With the hot tear criterion, critical areas can be identified early on. The calculation is based on a stress calculation that considers both the casting and the die. This makes the calculation very time-consuming, even if significant computing power is available. To reduce the calculation time for an optimization of the casting layout, in this case a modified coo-ling for an existing casting, Martinrea Honsel has developed a methodology that also allows the qualitative risk assessment for areas prone to hot tearing using a greatly simplified model . The transferability of the results of this optimization is then verified using the conventional hot tear prediction (which is based on a full stress calculation).

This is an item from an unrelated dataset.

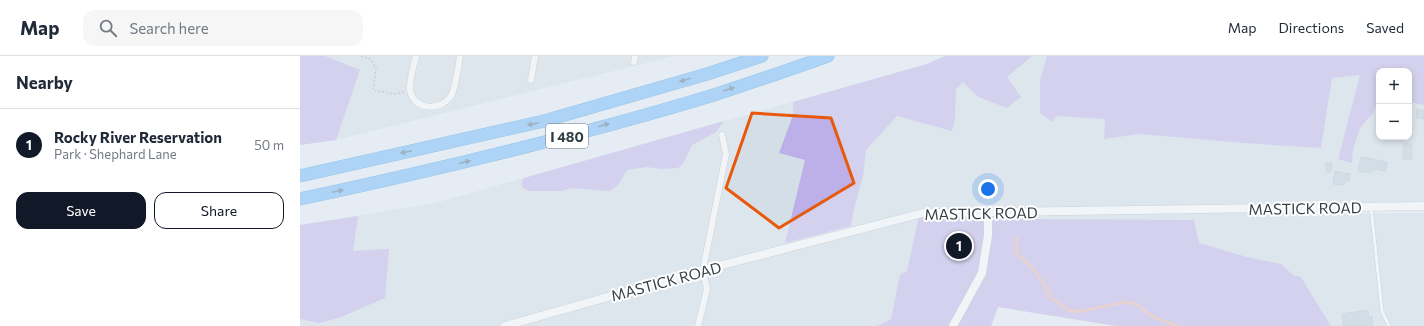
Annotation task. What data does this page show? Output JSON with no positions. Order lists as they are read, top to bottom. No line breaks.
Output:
{"streets":{"highway":["I 480"],"street":["MASTICK ROAD"]},"page":{"header":"Map","search":"Search here","nav":["Map","Directions","Saved"],"heading":"Nearby","map_buttons":["+","−"],"list":[{"mark":"1","name":"Rocky River Reservation","note":"Park · Shephard Lane","value":"50 m"}],"buttons":["Save","Share"],"pins":"1"}}
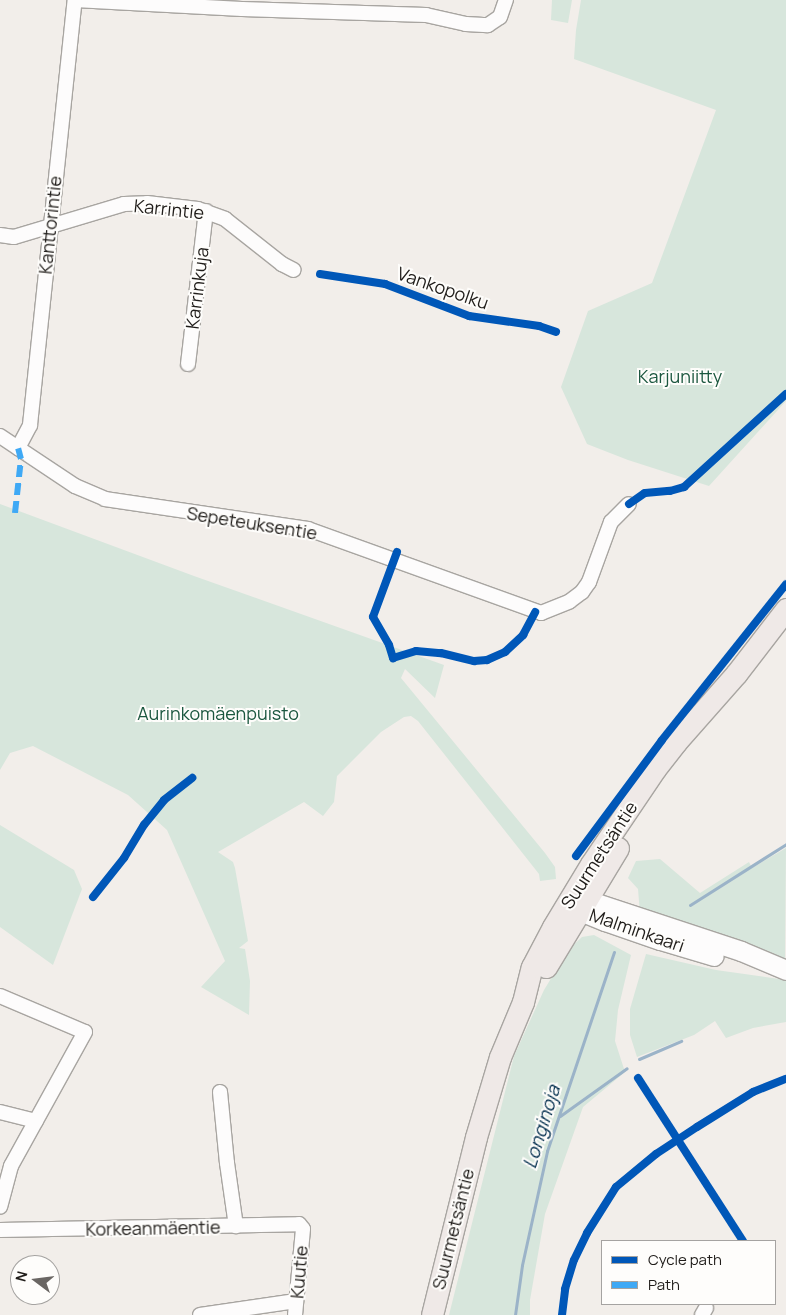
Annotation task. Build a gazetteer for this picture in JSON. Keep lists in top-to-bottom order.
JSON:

The starting point for optimization in this case was a crankcase in which hot tearing occurred reproducibly during prototype production as a low pressure die casting. The position of the hot tear can be reproduced using a MAGMASOFT® stress simulation (Fig. 3).
The simplified hot tear criterion (SHC) defined by Martinrea Honsel evaluates the differences in the solidification time in the region where the hot tear occurs and the solidification time of the area influenced by cooling. The criterion can be generated and evaluated using evaluation areas in MAGMASOFT® with a so-called “user-result”.
As a variable for the systematic optimization of the process conditions, the time at which cooling is activated was chosen. The optimization objectives were to minimize the SHC as well as the porosity.